The process of this research has lasted just over four years giving me opportunities to concentrate on the practice at the same time as I have engaged with literature from a range of disciplines connecting to animal studies. It has created a space for me to reflect in detail on my practice and to articulate the processes involved in making the work and to consider its relationship to the work of other artists and related practices, as well as furthering my conceptual enquiry. When applying to do my PhD at Gothenburg University, one of the main attractions was what I saw as a commitment to artistic ‘practice’ as ‘serious’ research, on a par with other academic disciplines. Although the road travelled has not always been smooth I still believe this commitment holds, along with a genuine curiosity about the relationship between artistic processes and the production of knowledge.

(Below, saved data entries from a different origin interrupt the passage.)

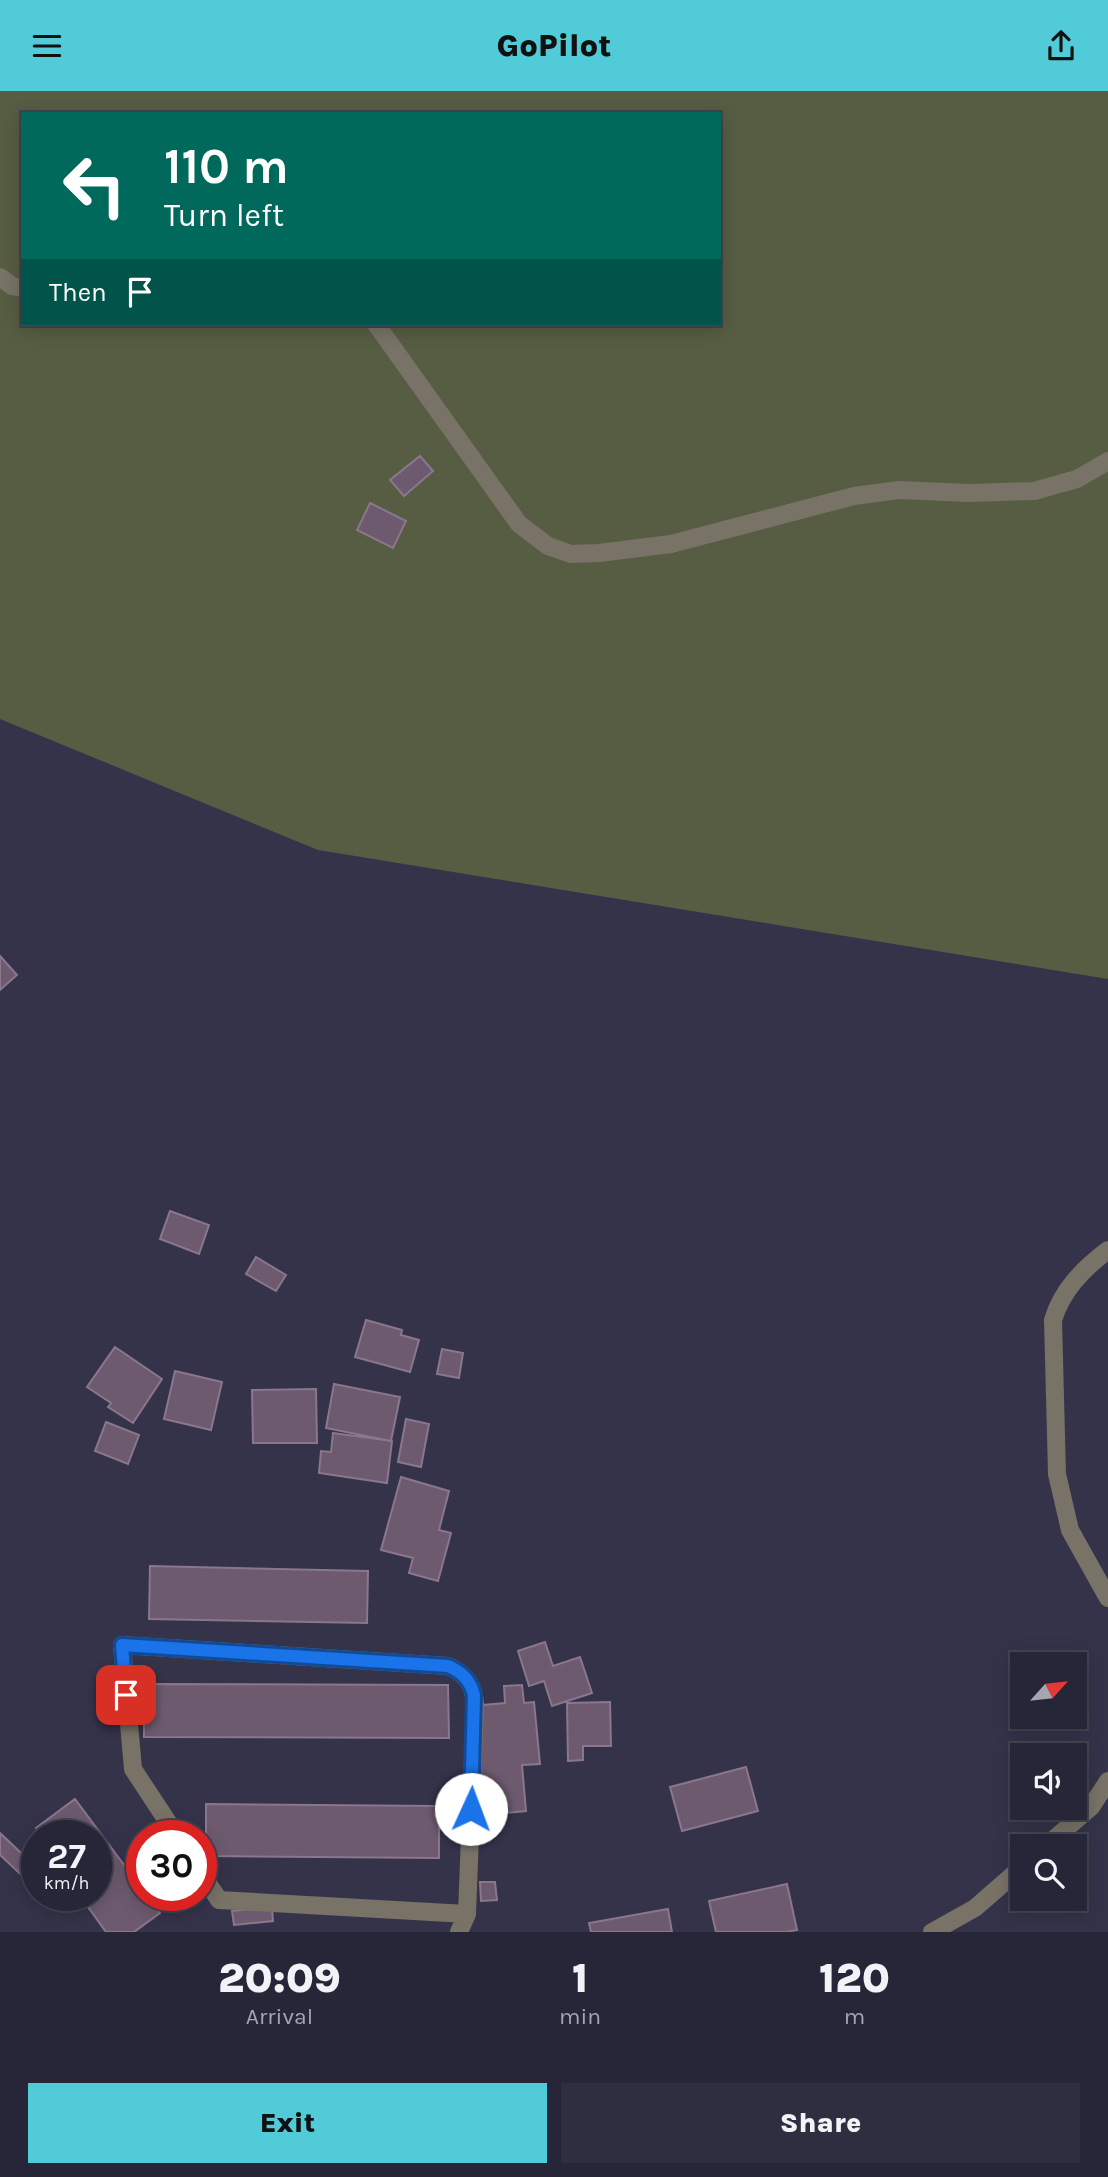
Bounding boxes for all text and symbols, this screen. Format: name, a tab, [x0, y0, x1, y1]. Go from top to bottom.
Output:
icon: menu	[28, 27, 66, 65]
text: GoPilot	[496, 27, 612, 64]
icon: share	[1042, 27, 1080, 65]
text: 110 m	[164, 138, 289, 195]
icon: left	[49, 140, 140, 231]
text: Turn left	[164, 197, 284, 234]
icon: arrive	[121, 273, 159, 311]
text: Then	[49, 277, 107, 308]
north arrow	[1010, 1652, 1087, 1729]
map controls	[1010, 1652, 1087, 1911]
pin	[96, 1665, 156, 1725]
icon: arrive	[107, 1676, 145, 1714]
button: sound	[1010, 1743, 1087, 1820]
position arrow	[434, 1772, 508, 1846]
speed limit sign: 30	[126, 1820, 217, 1911]
button: search	[1010, 1834, 1087, 1911]
text: 27	[47, 1836, 86, 1877]
text: km/h	[44, 1872, 89, 1894]
text: 20:09	[218, 1953, 341, 2003]
text: 1	[572, 1953, 588, 2003]
text: 120	[819, 1953, 890, 2003]
text: Arrival	[246, 2003, 313, 2030]
text: min	[559, 2003, 601, 2030]
text: m	[844, 2003, 865, 2030]
button: Exit	[28, 2083, 547, 2163]
button: Share	[561, 2083, 1080, 2163]

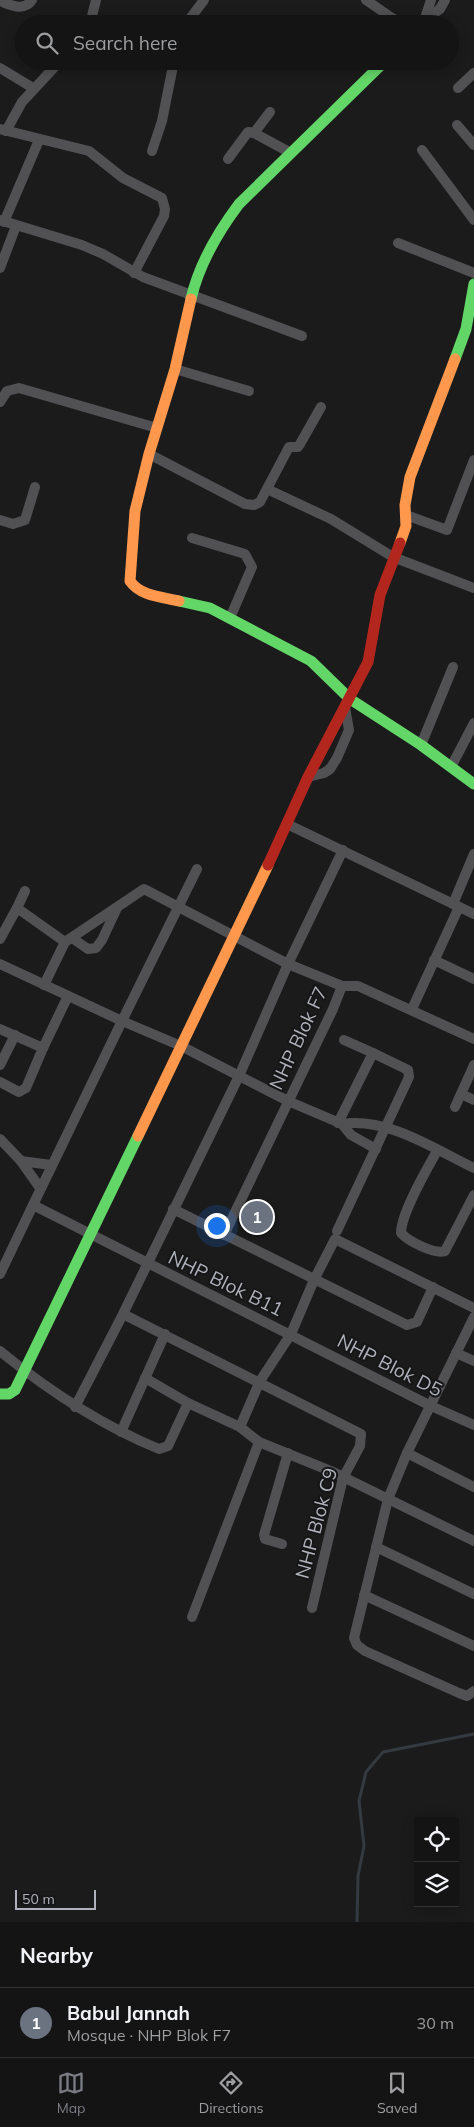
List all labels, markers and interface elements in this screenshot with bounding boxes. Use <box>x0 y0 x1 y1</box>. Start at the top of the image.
search box <box>15 15 459 70</box>
icon: search <box>33 29 61 57</box>
text: Search here <box>73 31 177 55</box>
street label: NHP Blok F7 <box>264 983 332 1093</box>
pin: 1 <box>241 1198 273 1236</box>
your location <box>204 1213 230 1239</box>
street label: NHP Blok B11 <box>165 1245 287 1321</box>
street label: NHP Blok D5 <box>333 1328 447 1402</box>
street label: NHP Blok C9 <box>290 1465 342 1581</box>
map controls <box>414 1817 459 1907</box>
button: locate <box>414 1817 459 1862</box>
button: layers <box>414 1862 459 1907</box>
scale bar <box>15 1887 96 1910</box>
text: 50 m <box>22 1890 55 1908</box>
text: Nearby <box>20 1942 93 1968</box>
text: Babul Jannah <box>67 2001 190 2025</box>
text: 1 <box>31 2013 41 2033</box>
text: 30 m <box>417 2013 454 2033</box>
text: Mosque · NHP Blok F7 <box>67 2025 231 2045</box>
tab: Map <box>57 2069 85 2117</box>
tab: Directions <box>199 2069 264 2117</box>
tab: Saved <box>377 2069 417 2117</box>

From the beginning of my assignment it was clear to me that the production of artwork would be at the centre of my academic research and the writing would act as an interlocutor to the artistic practice both reflectively and as a means by which the work itself would be informed. As evidence of that I consider the fact that through the process of doing this degree, my confidence in and command of visual language as an investigative research tool, has been reinforced. This is not about my own tenacity but it has been about my study of what have become the ‘subjects’ of my enquiry – the non-human-animals. Through studying non-human-animals I have come to recognize the shortcomings in human systems of communication and attendant power structures. Saying that, it is important to make clear that I consider the writing of this text for the PhD degree a fundamental tool in its delivery. I have found the demands of articulating my thoughts, my actions, my processes and influences in writing, an immersive process, which has challenged my thinking and helped to focus the artistic enquiry.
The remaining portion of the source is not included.